Tier 4

auep - Automated Extraction Pipeline

Automated Extraction Pipeline

Overview

Industrial-scale automation pipeline for extracting procedures from 70+ YouTube channels and other sources using the Ralph Wiggum / Conductor pattern for iterative LLM-driven extraction.

Steps

Step 1: Acquire transcripts

For each source in queue, get clean text:

YOUTUBE VIDEOS:

  1. Try YouTube Transcript API (manual captions preferred)
  2. Fall back to Whisper transcription if needed
  3. Store with timestamps for source location

PDF PAPERS:

  1. Extract text with PyMuPDF or pdfplumber
  2. Fall back to OCR for scanned documents
  3. Preserve page numbers

PODCASTS/AUDIO:

  1. Download audio
  2. Transcribe with Whisper (medium model recommended)
  3. Store with timestamps

TOOL DOCUMENTATION:

  1. Scrape with requests + BeautifulSoup
  2. Convert HTML to Markdown
  3. Preserve structure

Output standardized format:

  • source_type, source_id, source_metadata
  • full_text, segments (with timestamps/pages)
  • quality assessment (manual | auto | whisper | ocr)

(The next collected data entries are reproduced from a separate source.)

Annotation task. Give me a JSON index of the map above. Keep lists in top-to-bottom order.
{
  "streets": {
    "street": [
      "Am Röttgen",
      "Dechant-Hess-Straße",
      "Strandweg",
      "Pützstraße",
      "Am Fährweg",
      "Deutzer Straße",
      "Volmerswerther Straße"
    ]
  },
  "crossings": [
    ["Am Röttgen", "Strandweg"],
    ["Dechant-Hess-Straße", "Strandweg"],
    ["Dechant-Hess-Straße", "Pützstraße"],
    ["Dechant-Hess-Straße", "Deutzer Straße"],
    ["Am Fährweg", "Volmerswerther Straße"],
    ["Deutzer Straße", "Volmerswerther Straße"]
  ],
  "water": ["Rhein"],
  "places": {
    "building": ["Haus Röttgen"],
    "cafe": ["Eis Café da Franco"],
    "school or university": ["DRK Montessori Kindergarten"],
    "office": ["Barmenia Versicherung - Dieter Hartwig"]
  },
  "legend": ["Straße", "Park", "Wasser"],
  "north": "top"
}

Step 2: Run extraction loop (Pass 1 - Explicit)

For each transcript, run iterative explicit extraction:

PROMPT TEMPLATE: “Find ALL explicitly stated procedures. Look for: ‘Here’s how to…’, ‘The steps are…’, numbered lists, direct explanations of HOW to do something. Output in YAML format with name, type, confidence, steps, gaps.”

ITERATION LOGIC (Ralph Wiggum Pattern):

  1. Call LLM with transcript + prompt
  2. Parse YAML procedures from response
  3. Check for “EXTRACTION_STATUS: COMPLETE” signal
  4. If not complete, loop with accumulated extractions as context
  5. Stop when: complete signal, max 3 iterations, or diminishing returns

Mark all procedures with:

  • type: explicit
  • confidence: HIGH (verbatim quotes support it)
  • source_location: timestamp or page

Step 3: Run extraction loop (Pass 2 - Implicit)

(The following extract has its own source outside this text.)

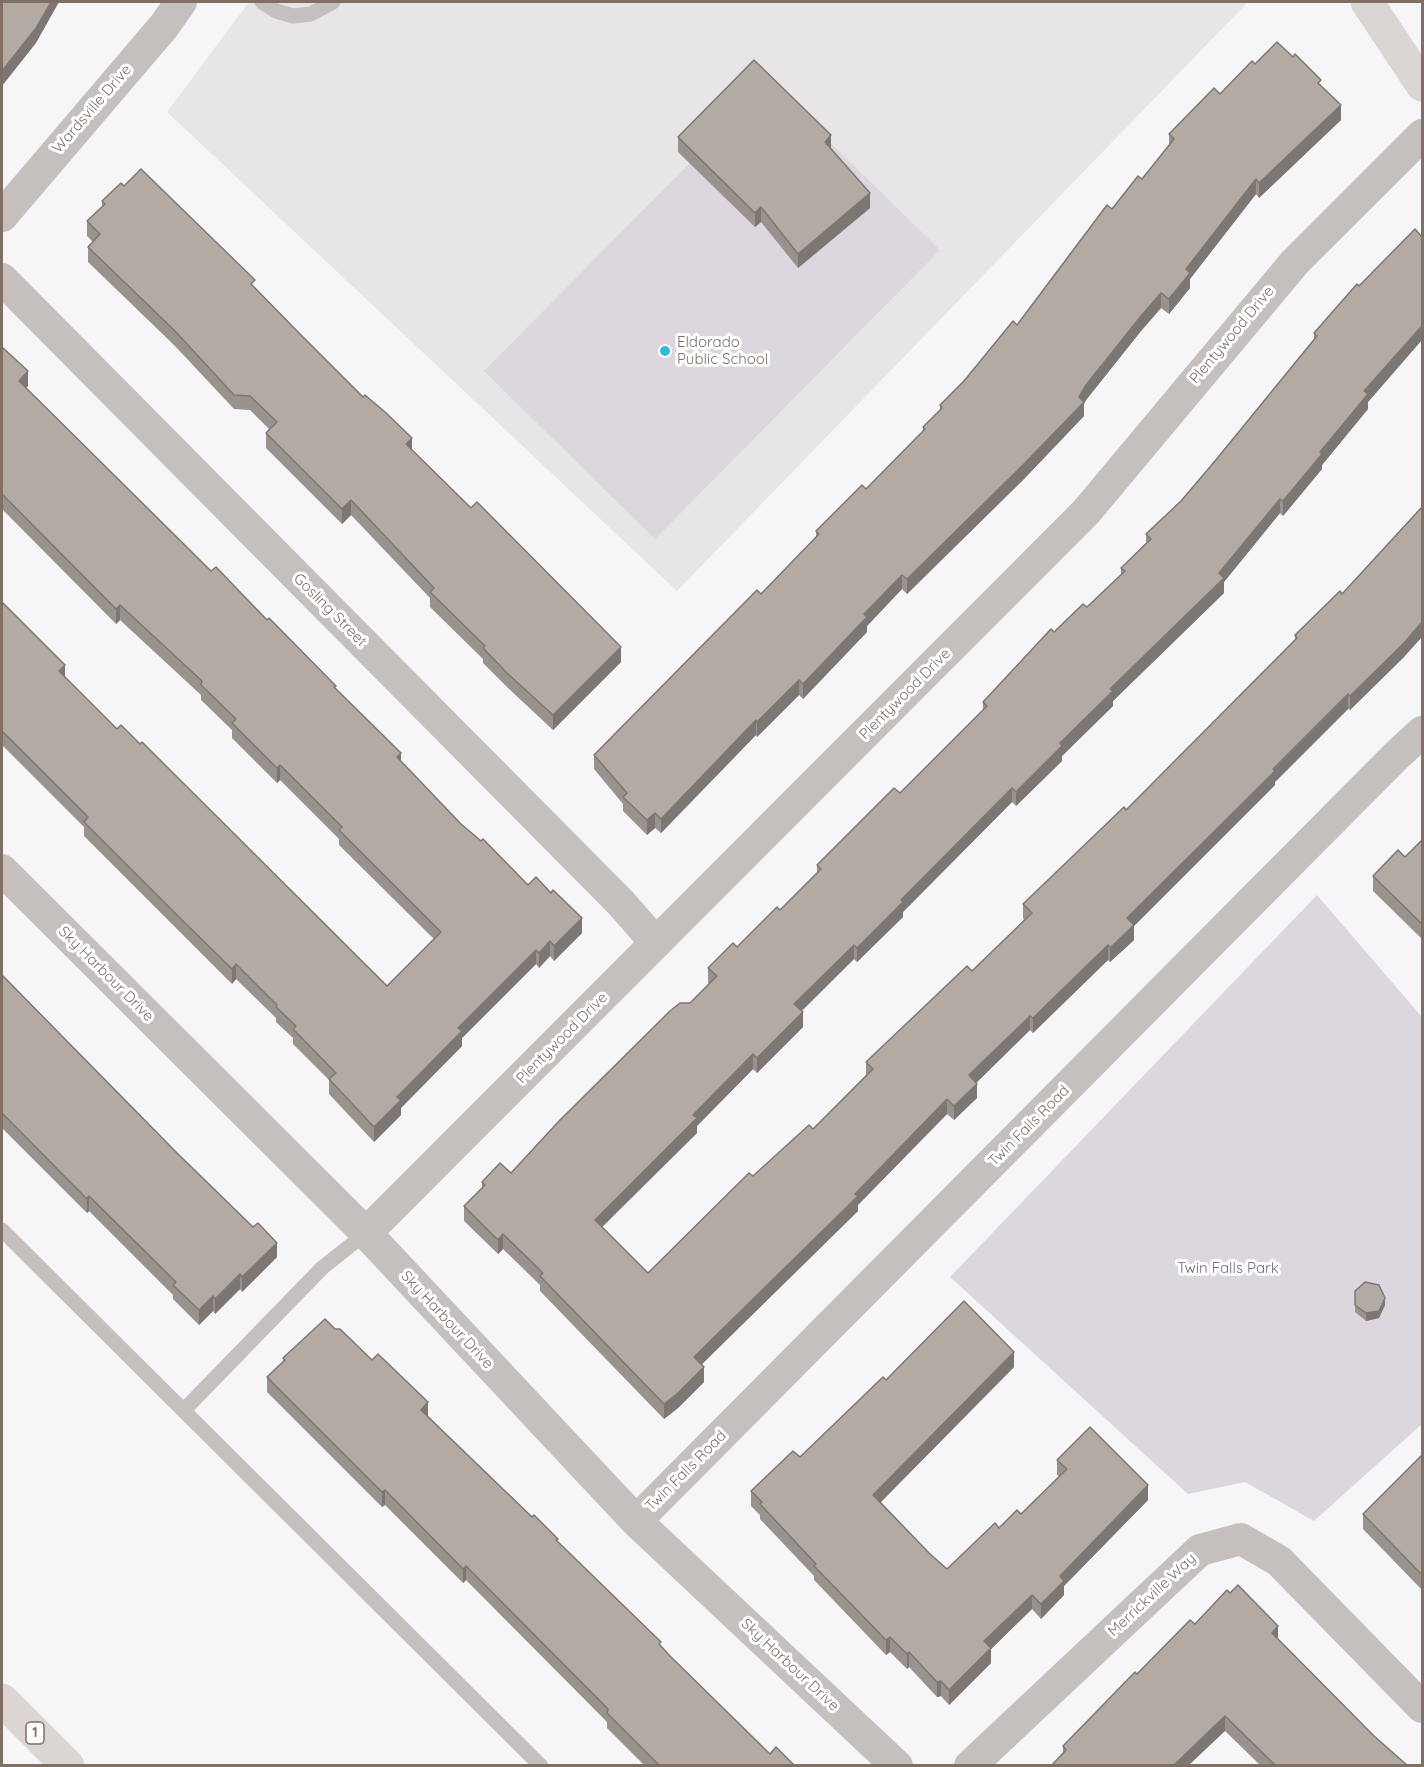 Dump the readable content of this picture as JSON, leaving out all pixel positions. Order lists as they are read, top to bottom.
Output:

Extract procedures hidden in behavior and examples:

PROMPT TEMPLATE: “Find procedures NOT explicitly stated but inferred from: Pattern matching (every time X, they do Y) Consistent behaviors, unstated steps, Decision criteria, error handling. Output with observed_pattern, evidence, reconstructed_steps.”

ITERATION LOGIC:

  1. Include explicit extractions as context
  2. Focus on what they DO vs what they SAY
  3. Max 3 iterations
  4. Require evidence from source for each inference

Mark all procedures with:

  • type: implicit
  • confidence: MEDIUM
  • uncertainty: what’s not sure
  • validation_needed: how to verify

Step 4: Run extraction loop (Pass 3 - Meta)

Extract HOW they think, learn, teach, and improve:

PROMPT TEMPLATE: “Find META-PROCEDURES about: Learning (how they acquire knowledge) Teaching (how they explain things) Thinking (how they reason and decide) Improvement (how they get better) These are procedures about procedures.”

FOCUS AREAS:

  • How do they introduce complex topics?
  • What examples do they choose and why?
  • How do they handle potential objections?
  • What mental models do they use?

Mark all procedures with:

  • type: meta
  • category: learning | teaching | thinking | improvement
  • why_valuable: how this can be applied elsewhere

Step 5: Run extraction loop (Pass 4 - Tacit)

Surface knowledge they have but don’t state:

PROMPT TEMPLATE: “Excavate TACIT KNOWLEDGE through: Assumption surfacing (what must be true?) Expert blind spot detection (what do they skip?) Failure mode inference (what could go wrong?) Context dependency mapping (when would this NOT work?)”

TECHNIQUES:

  • “What would a beginner miss?”
  • “What do they ‘just know’?”
  • “What warnings would an expert give?”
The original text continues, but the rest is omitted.